Lawyers Challenge Execution Procedures

Attorneys for a man awaiting an execution date this summer have filed another legal offensive to stave of his execution.

Nathan Dunlap's attorneys are arguing that the state Department of Corrections' execution protocol is a violation of Dunlap's due process rights because they argue that planning for the execution has been kept secret.

"We've got lawyers and an inmate who literally don't know how the state intends to carry this out," attorney James Kilroy, one of the attorney's representing Dunlap told The Denver Post Thursday.

Dunlap's attorneys are also arguing that the way prison officials plan to put him to death could cause prolonged and excruciating pain, a violation of the Constitution's ban on cruel and unusual punishment.

Dunlap's attorneys argued that their client had undiagnosed bipolar disorder in 1993, the year Dunlap walked into an Aurora Chuck E. Cheese restaurant and fatally shot three teenagers and a manager. A fifth person, Bobby Stevens, was injured and survived. Three years later at the age of 22, Dunlap was convicted and sentenced to death.

In February however, the U.S. Supreme Court declined to hear Dunlap's appeal and this month -- after spending 17 years on death row -- a judge ruled that Dunlap be executed the week of Aug. 18.

Now Democratic Gov. John Hickenlooper is left with the final say.

"It's a hard one. It's as hard as it gets," Hickenlooper told the media on Monday outside the Capitol.

The governor has been meeting with Dunlap's defense team, victims' family members and prosecutors but has told reporters that he remains conflicted about whether or not to exercise his power to grant clemency.
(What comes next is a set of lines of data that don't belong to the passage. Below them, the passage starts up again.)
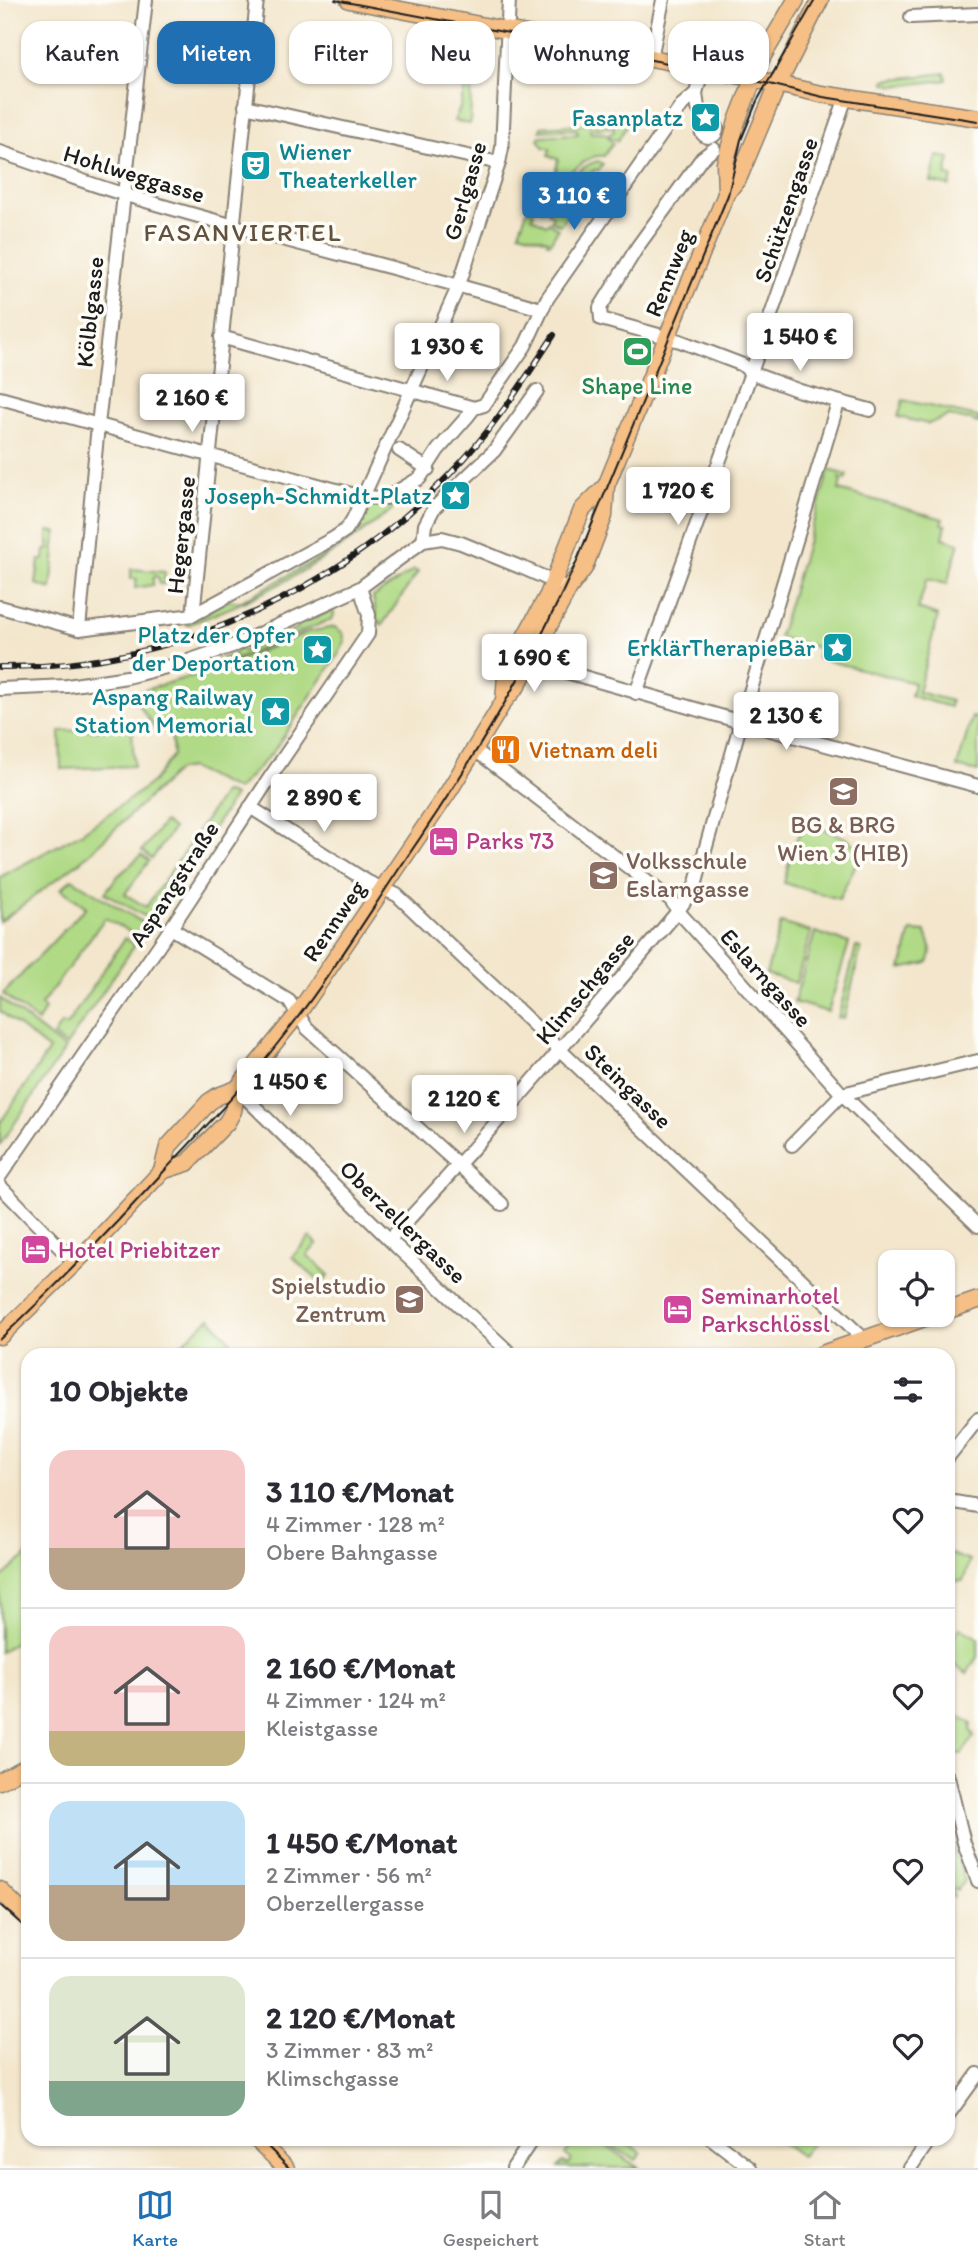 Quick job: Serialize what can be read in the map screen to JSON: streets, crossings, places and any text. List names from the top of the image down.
{
  "streets": {
    "main road": ["Rennweg"],
    "street": [
      "Hohlweggasse",
      "Gerlgasse",
      "Schützengasse",
      "Kölblgasse",
      "Hegergasse",
      "Aspangstraße",
      "Eslarngasse",
      "Klimschgasse",
      "Steingasse",
      "Oberzellergasse"
    ]
  },
  "crossings": [
    ["Hohlweggasse", "Gerlgasse"],
    ["Hohlweggasse", "Kölblgasse"],
    ["Hohlweggasse", "Hegergasse"],
    ["Gerlgasse", "Hegergasse"],
    ["Rennweg", "Eslarngasse"],
    ["Rennweg", "Steingasse"],
    ["Rennweg", "Oberzellergasse"],
    ["Aspangstraße", "Steingasse"],
    ["Eslarngasse", "Klimschgasse"],
    ["Klimschgasse", "Steingasse"],
    ["Klimschgasse", "Oberzellergasse"]
  ],
  "districts": ["FASANVIERTEL"],
  "places": {
    "place": [
      "Fasanplatz",
      "Joseph-Schmidt-Platz",
      "ErklärTherapieBär",
      "Platz der Opfer der Deportation",
      "Aspang Railway Station Memorial"
    ],
    "theatre": ["Wiener Theaterkeller"],
    "sports": ["Shape Line"],
    "restaurant": ["Vietnam deli"],
    "school or university": ["BG & BRG Wien 3 (HIB)", "Volksschule Eslarngasse", "Spielstudio Zentrum"],
    "hotel": ["Parks 73", "Hotel Priebitzer", "Seminarhotel Parkschlössl"]
  },
  "page": {
    "chip": [
      "Kaufen",
      "Mieten",
      "Filter",
      "Neu",
      "Wohnung",
      "Haus"
    ],
    "price": [
      "3 110 €",
      "1 540 €",
      "1 930 €",
      "2 160 €",
      "1 720 €",
      "1 690 €",
      "2 130 €",
      "2 890 €",
      "1 450 €",
      "2 120 €"
    ],
    "heading": "10 Objekte",
    "list": [
      {
        "name": "3 110 €/Monat",
        "note": "4 Zimmer · 128 m² · Obere Bahngasse"
      },
      {
        "name": "2 160 €/Monat",
        "note": "4 Zimmer · 124 m² · Kleistgasse"
      },
      {
        "name": "1 450 €/Monat",
        "note": "2 Zimmer · 56 m² · Oberzellergasse"
      },
      {
        "name": "2 120 €/Monat",
        "note": "3 Zimmer · 83 m² · Klimschgasse"
      }
    ],
    "tabs": ["Karte", "Gespeichert", "Start"]
  }
}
However rumors in Colorado's more conservative blogosphere that the governor might be leaning toward clemency picked up steam last week when Hickenlooper's chief of staff, Roxane White, sent out some suggestive Tweets.

White also Tweeted that all of Colorado's death row inmates are from the same judicial district and "all African American men from the same high school" before linking out to the International Commission Against Death Penalty.
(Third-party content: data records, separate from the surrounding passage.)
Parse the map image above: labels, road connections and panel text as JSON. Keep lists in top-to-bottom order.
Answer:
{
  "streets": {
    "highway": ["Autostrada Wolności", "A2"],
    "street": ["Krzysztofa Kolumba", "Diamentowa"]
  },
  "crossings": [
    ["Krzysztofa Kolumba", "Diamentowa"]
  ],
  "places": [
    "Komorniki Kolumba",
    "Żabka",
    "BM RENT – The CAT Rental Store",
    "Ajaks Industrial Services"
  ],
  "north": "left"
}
"My cabinet are about half and half," Hickenlooper said Monday. "Maybe about 60 percent oppose the death penalty, 40 percent support it."

The petition says jurors did not know about Dunlap's mental health disorder when they convicted him.

"Nathan Dunlap's childhood was characterized by extreme physical, emotional and sexual abuse. The jury that sentenced him to death knew nothing of his serious mental illness, or the role of that illness in his commission of the murders. Nathan Dunlap - then 19 years old - was in the grip of his first full-blown manic phase when he committed his terrible crime," the petition read.

Bob Crowell, the father of 19-year-old Sylvia Crowell who was killed in the shootings, told The Denver Post that he estimated three-quarters of the victims' family members remain in favor of execution.

In a video released by his attorneys, Dunlap says he regrets what he did and that he wrote letters to his victims' families.

"It's my understanding that some people perceive the letters as being cold. I can't dispute that because I didn't know if these people wanted to hear from me. I want to talk to them, for them, not for me. I don't want to cause Bobby Stephens, anybody, anymore pain that I've already caused," Dunlap said.

Dunlap's attorneys are also challenging the constitutionality of the death penalty, arguing that it's cruel and unusual punishment to make inmates wait on death row for decades for a possible execution date. The judge set a June 10 hearing to hear Dunlap's attorneys' arguments.

But, the petition says, "One thing is certain: Mr. Dunlap will never leave prison alive."

Dunlap is set to become the first prisoner to be executed in Colorado in 16 years, since the execution of convicted killer and rapist Gary Davis in 1997 by lethal injection.